At some point in their formative years, every student of life must ask “What’s wrong with me?”—particularly after surviving an evening of excess: fuelled by an overdose of sex, drugs, thievery, booze, deceit or willful blindness in various combinations.
Sadly, not everyone survives. Happily, the false front of “I’m fine” combined with time—to forget blush-inducing indulgences—soon allow feelings of repose to trump humiliation and dread.
Todd Verow’s quasi-autobiographical recollection of life and death at the Rhode Island School of Design has much to say about objects, be they artistic, sexual or hallucinogenic.
Narrated and focussed primarily on the filmmaker’s probable alter ego, Joe (Tim Swain, always engaging but perhaps a touch too boyish to fully convince in his own metamorphosis), the freshman art student learns how to develop a body of work only after beginning to understand his own.

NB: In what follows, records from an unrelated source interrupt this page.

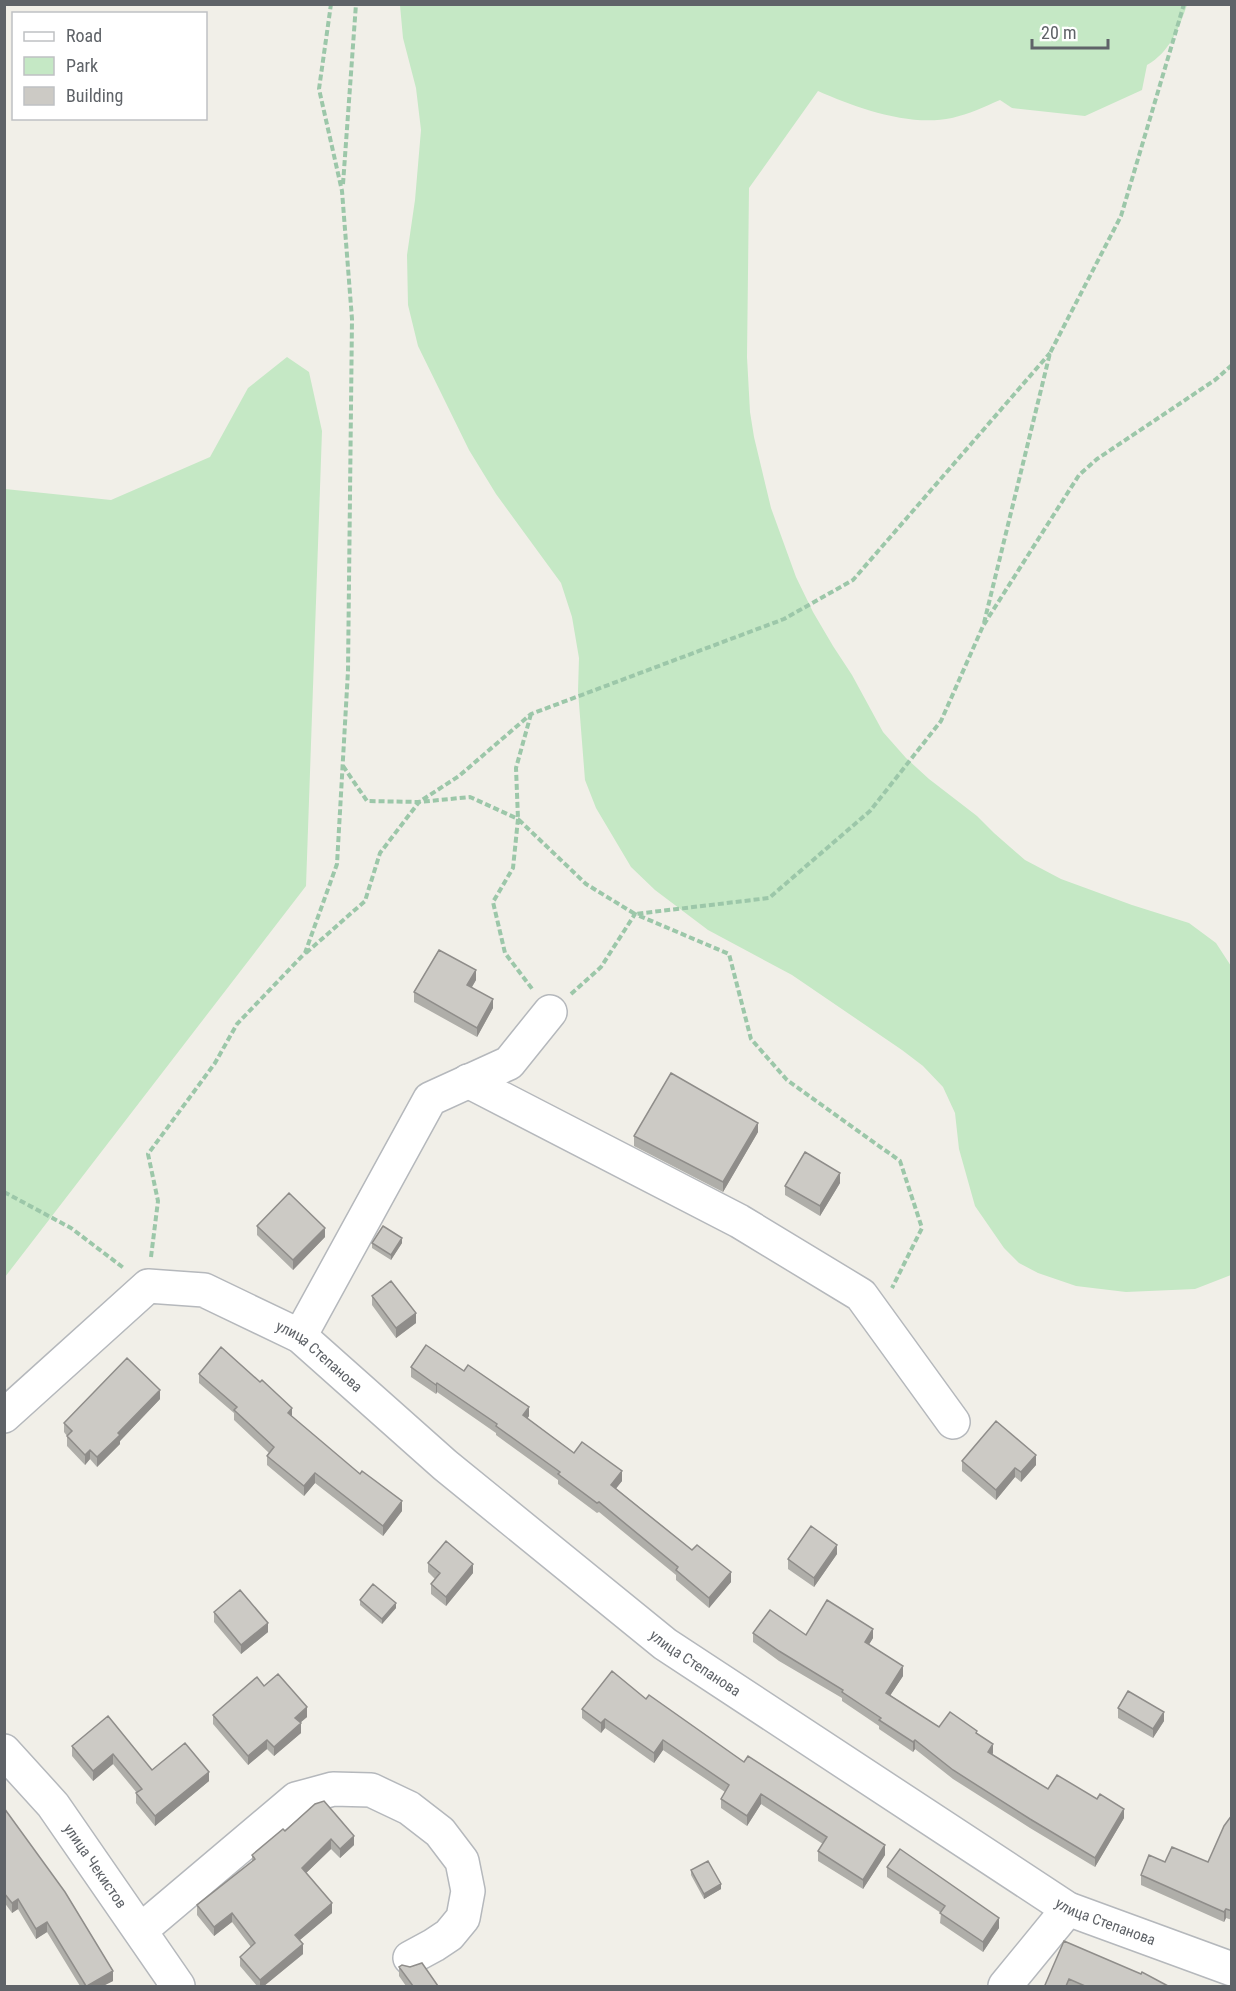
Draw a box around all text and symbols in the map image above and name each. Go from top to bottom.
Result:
legend [12,12,207,120]
scale bar [1032,12,1108,50]
text: 20 m [1041,22,1076,43]
text: Road [66,25,102,46]
text: Park [66,55,98,76]
text: Building [66,85,123,106]
street label: улица Степанова [273,1317,366,1396]
street label: улица Степанова [646,1626,744,1700]
street label: улица Чекистов [60,1820,131,1912]
street label: улица Степанова [1052,1894,1158,1949]

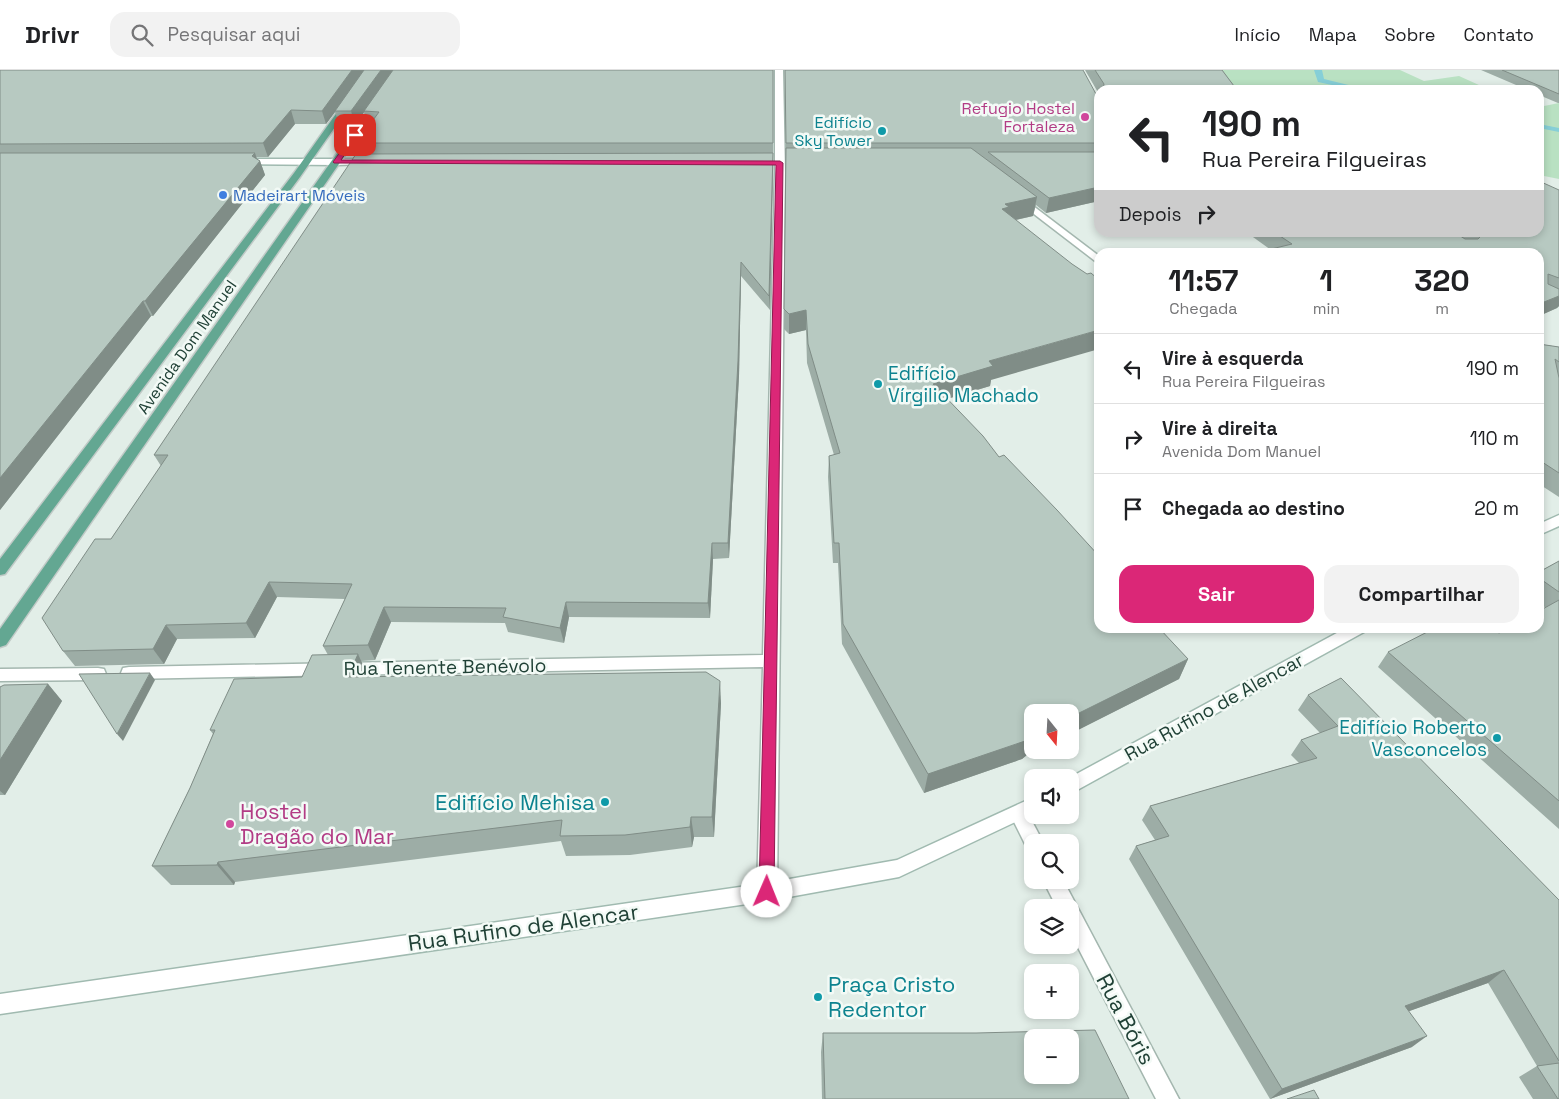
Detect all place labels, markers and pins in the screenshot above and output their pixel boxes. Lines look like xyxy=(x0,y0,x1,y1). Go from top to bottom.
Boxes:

Lesson one comes in the personage of Meg (Amy Dellagiarino). She’s eager to be unwrapped and devoured by Joe’s roommate Mark (Nick Stern) and his buds only to end up yanking unborn bodies from her own. (What else than hand-struck bongos to accompany that desperate scene—Colin Owens’ original score is a marvel of fits-like-a-glove colours and textures; two helpings of the folksy “Time to Move Along” deftly underscore the on-screen situations.)
An early-in-the-term life drawing class, masterfully presided over by Brenda Crawley, lays thematic seeds that will be harvested on several planes. “Work from the inside out,” she advises the neophytes as they try to capture the model’s (Mike Guzman) beautifully proportioned physique.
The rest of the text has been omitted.